* Collected data entries *

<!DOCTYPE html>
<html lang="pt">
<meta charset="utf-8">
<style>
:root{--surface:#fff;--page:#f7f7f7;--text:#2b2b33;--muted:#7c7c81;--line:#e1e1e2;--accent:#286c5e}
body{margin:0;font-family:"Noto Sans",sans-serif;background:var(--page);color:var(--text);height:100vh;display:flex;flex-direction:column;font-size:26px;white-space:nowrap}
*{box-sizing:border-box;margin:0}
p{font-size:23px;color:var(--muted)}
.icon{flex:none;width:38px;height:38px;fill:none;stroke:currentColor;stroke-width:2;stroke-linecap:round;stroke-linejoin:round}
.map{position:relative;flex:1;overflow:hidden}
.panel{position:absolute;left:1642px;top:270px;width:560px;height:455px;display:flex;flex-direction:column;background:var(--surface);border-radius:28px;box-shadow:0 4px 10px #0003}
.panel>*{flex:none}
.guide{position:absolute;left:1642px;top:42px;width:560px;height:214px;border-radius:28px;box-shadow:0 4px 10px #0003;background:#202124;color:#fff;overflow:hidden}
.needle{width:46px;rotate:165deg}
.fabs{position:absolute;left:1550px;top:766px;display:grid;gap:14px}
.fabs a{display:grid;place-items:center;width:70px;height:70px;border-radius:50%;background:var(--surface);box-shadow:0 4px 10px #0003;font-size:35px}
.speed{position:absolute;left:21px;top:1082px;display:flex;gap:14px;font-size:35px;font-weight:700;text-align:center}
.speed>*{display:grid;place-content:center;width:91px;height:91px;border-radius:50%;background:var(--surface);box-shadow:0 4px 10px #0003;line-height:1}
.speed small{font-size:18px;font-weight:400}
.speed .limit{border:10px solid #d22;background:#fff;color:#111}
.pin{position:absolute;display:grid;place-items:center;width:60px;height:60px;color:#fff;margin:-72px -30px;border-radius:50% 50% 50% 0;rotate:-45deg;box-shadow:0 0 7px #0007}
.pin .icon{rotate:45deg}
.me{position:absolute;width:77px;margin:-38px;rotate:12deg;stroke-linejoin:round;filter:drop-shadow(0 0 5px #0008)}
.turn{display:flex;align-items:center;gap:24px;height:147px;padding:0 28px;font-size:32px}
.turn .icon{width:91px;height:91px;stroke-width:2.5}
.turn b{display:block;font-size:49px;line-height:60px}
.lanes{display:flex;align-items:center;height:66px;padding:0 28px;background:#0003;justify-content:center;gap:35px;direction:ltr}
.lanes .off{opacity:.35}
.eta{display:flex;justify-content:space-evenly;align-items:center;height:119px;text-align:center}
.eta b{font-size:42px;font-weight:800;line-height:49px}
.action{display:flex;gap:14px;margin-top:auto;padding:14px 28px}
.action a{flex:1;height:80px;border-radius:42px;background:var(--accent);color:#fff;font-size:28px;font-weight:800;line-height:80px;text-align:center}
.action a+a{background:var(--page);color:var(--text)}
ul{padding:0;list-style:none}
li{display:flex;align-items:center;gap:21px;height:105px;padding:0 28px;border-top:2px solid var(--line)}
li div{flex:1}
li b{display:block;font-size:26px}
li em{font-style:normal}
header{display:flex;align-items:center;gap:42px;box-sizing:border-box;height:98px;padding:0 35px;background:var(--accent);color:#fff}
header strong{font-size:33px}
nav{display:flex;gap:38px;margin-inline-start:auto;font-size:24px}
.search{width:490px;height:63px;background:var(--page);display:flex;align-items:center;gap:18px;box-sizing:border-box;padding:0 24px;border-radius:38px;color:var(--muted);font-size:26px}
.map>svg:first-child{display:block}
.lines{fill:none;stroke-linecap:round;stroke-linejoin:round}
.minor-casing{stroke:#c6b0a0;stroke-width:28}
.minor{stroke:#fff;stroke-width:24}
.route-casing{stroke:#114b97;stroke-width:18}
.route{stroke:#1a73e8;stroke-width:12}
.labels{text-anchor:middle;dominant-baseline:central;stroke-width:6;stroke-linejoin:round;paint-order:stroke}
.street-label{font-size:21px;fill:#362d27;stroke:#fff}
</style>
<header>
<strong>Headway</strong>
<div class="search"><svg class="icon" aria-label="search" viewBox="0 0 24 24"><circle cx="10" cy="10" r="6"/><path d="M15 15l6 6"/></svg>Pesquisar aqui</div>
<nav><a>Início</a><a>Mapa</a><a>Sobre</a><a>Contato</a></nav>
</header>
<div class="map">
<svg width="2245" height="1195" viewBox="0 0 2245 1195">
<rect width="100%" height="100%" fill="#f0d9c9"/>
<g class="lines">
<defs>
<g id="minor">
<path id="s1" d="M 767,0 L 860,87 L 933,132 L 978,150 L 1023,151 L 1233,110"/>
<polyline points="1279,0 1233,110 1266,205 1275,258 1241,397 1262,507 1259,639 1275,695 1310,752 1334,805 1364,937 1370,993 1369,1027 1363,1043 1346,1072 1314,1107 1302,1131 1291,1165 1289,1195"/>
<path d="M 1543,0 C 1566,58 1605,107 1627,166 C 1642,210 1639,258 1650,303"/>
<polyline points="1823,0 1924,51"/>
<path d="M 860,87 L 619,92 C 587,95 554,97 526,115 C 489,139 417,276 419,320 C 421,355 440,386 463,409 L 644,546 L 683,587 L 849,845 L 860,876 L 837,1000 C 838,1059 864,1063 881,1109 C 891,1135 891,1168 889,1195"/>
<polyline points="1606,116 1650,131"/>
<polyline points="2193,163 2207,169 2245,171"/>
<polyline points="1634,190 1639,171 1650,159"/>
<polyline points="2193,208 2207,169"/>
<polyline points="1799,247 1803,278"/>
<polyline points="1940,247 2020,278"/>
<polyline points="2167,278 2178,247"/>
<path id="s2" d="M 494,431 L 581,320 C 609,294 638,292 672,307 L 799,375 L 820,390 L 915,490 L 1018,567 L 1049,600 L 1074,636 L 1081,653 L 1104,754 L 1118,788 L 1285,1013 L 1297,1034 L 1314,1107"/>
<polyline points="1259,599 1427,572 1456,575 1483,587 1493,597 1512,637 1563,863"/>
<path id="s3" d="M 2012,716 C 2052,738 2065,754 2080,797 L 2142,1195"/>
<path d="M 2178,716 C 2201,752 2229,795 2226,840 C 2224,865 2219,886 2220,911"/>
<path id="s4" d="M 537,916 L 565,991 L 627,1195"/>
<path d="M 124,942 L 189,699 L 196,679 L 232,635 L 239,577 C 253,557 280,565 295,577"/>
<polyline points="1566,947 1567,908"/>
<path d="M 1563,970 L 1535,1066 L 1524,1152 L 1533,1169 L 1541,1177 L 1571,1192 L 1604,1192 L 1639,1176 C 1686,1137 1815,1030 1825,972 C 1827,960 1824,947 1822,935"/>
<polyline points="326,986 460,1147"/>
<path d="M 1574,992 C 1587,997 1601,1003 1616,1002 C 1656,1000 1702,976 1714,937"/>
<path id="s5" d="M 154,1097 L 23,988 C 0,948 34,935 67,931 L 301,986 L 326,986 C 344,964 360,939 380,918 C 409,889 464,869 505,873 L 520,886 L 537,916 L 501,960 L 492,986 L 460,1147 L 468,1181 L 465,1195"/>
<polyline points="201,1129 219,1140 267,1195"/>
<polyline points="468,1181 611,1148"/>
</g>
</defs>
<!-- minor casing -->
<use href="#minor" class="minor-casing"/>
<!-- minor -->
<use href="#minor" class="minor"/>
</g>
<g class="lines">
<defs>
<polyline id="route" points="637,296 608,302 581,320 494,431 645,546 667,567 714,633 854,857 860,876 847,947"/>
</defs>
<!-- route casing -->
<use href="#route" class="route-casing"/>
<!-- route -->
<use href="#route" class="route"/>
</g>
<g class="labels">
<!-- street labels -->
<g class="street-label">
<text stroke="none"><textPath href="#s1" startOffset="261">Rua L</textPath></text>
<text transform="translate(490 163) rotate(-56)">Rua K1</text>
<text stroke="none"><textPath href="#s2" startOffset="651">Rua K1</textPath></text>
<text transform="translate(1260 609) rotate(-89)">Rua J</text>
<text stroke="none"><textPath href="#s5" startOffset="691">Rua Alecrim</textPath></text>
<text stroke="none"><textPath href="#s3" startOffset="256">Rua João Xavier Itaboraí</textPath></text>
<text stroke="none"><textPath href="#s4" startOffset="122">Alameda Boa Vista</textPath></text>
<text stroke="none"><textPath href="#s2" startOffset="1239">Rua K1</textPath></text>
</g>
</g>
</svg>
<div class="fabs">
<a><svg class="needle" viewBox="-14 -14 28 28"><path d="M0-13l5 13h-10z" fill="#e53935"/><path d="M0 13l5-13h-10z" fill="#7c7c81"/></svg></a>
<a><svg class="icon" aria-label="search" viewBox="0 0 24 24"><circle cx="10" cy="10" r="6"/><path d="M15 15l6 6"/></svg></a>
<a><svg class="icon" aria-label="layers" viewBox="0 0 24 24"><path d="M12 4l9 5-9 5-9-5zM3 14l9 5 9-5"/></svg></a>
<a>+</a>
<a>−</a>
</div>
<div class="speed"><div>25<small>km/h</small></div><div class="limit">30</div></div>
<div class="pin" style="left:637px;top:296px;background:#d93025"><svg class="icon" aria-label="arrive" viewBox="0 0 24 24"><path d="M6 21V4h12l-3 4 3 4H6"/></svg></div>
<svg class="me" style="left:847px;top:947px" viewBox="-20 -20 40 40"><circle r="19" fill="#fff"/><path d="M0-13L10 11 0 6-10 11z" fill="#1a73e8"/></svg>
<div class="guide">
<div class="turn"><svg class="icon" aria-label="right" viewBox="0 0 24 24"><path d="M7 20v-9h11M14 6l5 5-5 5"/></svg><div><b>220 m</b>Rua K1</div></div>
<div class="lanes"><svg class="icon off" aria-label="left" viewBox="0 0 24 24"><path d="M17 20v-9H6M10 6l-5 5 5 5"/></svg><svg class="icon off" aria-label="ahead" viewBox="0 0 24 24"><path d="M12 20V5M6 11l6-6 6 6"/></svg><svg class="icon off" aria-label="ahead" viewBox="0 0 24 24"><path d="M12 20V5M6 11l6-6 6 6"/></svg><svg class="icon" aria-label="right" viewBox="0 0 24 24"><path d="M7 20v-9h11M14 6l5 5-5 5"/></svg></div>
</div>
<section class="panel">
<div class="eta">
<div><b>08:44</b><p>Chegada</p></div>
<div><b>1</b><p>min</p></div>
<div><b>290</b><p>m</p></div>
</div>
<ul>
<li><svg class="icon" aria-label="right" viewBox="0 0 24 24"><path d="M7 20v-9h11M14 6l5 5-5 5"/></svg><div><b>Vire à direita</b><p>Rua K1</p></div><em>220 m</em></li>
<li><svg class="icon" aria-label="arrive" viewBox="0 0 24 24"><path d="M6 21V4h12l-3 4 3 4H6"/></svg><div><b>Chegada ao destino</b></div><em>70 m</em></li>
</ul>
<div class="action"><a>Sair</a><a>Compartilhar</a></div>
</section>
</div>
--
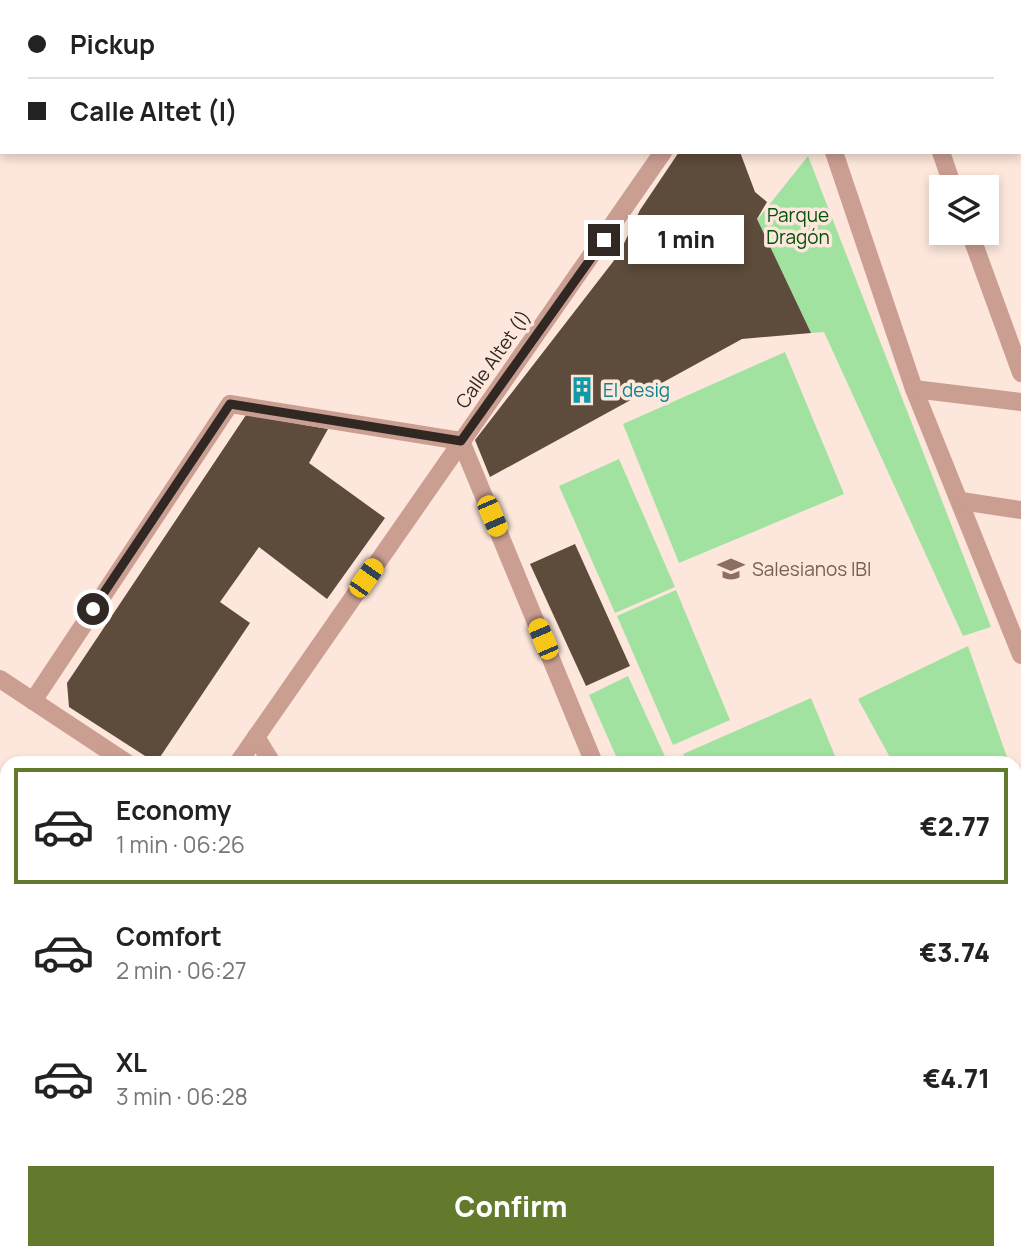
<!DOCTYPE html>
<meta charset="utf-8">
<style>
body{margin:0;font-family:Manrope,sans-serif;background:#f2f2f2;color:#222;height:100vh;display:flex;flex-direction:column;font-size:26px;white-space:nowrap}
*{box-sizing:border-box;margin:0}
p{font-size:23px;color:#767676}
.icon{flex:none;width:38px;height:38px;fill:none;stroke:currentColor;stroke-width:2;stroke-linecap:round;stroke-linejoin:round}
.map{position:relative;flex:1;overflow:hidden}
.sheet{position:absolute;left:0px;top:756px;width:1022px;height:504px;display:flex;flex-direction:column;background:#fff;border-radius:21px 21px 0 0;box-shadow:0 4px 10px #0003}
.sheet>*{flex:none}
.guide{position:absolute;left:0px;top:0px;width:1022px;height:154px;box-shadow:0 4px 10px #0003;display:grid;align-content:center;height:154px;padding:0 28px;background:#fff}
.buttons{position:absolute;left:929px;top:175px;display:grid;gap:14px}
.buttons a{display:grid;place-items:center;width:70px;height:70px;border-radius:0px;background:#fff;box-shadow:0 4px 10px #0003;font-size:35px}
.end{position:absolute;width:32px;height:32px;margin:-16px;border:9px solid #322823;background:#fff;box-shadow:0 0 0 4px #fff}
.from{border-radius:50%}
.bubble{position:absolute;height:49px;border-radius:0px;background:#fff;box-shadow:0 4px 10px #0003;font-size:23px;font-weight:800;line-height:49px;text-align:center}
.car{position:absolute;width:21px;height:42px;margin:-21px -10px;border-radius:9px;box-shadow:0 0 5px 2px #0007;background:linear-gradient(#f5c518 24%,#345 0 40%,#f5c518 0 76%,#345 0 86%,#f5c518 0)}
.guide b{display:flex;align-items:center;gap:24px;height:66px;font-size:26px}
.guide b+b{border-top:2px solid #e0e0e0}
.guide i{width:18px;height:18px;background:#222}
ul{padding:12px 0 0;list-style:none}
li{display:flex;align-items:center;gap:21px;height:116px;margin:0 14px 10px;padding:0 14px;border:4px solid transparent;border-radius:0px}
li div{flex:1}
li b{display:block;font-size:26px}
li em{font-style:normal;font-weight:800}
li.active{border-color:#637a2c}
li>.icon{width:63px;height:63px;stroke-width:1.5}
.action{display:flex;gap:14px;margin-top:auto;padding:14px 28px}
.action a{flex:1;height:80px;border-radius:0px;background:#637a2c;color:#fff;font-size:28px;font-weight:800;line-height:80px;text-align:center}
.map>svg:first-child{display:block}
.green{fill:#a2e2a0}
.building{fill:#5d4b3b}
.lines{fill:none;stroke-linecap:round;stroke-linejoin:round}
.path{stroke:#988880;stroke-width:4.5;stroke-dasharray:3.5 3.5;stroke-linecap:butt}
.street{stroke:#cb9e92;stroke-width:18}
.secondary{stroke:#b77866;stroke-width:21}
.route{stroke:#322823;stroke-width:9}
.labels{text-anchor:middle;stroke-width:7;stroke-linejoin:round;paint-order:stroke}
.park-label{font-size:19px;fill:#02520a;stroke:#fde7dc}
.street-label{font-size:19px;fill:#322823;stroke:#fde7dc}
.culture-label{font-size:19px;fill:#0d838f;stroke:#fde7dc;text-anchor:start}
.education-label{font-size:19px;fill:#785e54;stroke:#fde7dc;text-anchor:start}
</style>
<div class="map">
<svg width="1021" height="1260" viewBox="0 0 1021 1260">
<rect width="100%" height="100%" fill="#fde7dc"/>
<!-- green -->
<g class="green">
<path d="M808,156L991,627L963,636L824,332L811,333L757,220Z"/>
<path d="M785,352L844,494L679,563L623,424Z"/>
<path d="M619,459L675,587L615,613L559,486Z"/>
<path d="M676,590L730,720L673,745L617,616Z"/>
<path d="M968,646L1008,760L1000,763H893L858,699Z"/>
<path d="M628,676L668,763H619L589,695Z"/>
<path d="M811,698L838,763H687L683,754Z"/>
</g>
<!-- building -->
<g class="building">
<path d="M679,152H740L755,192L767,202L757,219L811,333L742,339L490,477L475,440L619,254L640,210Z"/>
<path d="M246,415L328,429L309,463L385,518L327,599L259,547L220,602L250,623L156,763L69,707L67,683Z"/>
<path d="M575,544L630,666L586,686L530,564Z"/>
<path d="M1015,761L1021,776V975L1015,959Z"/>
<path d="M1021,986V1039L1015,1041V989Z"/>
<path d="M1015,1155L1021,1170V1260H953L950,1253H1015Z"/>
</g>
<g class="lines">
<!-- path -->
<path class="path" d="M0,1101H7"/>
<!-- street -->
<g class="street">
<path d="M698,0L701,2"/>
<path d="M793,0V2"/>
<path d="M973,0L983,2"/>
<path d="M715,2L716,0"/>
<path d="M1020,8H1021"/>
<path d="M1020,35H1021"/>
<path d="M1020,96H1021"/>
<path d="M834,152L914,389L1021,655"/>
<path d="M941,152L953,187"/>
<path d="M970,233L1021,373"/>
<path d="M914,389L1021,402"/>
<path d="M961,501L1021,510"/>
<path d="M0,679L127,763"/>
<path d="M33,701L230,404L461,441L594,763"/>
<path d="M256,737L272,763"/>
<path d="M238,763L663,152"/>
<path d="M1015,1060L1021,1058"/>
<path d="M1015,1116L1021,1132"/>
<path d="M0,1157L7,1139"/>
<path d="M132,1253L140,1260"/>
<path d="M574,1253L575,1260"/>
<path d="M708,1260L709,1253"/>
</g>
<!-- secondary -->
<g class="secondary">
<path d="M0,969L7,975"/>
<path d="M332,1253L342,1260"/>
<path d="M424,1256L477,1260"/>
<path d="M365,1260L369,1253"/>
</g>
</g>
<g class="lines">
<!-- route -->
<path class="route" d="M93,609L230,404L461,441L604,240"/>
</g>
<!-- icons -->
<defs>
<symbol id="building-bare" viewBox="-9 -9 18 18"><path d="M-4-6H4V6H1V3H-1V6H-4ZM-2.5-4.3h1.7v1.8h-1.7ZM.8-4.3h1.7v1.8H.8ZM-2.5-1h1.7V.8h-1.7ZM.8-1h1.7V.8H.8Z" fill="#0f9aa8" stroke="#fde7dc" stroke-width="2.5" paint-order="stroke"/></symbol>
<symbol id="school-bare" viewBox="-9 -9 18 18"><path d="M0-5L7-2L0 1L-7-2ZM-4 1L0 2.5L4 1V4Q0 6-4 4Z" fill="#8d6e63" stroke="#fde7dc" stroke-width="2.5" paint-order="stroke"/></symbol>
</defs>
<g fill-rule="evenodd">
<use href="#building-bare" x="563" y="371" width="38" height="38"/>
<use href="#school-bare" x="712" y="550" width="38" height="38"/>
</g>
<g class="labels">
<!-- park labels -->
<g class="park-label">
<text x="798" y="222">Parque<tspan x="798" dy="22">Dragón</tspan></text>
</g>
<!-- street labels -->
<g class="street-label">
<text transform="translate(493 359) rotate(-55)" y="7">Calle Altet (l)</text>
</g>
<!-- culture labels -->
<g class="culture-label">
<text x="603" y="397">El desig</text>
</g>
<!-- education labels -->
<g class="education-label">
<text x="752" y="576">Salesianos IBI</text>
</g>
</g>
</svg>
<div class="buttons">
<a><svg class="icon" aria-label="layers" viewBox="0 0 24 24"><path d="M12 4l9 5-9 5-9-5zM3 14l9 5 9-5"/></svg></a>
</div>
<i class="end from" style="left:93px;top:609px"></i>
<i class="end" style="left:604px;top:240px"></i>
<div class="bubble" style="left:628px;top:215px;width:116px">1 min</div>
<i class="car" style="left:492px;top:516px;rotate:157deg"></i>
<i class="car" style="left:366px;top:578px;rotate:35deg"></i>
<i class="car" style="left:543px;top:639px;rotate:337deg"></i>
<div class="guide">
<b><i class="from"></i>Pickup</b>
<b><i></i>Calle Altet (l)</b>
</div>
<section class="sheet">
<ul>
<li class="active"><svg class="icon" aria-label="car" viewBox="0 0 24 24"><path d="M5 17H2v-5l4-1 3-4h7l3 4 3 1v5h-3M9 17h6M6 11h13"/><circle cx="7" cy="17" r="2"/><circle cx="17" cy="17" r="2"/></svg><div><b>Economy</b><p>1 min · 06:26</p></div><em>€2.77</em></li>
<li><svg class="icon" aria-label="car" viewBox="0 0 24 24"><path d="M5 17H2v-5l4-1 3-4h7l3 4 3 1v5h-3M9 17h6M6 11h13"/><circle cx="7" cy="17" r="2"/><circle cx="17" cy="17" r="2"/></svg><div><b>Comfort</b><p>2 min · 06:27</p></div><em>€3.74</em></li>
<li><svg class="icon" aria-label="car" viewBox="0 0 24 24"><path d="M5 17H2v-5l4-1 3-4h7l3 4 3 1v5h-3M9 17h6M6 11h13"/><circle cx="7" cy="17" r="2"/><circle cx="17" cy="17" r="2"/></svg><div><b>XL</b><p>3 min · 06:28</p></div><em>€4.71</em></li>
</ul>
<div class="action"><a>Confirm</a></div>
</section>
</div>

* Required work *
Tally the lines of the records above that contain the word "justify". Give only the total.

* Answer section *
2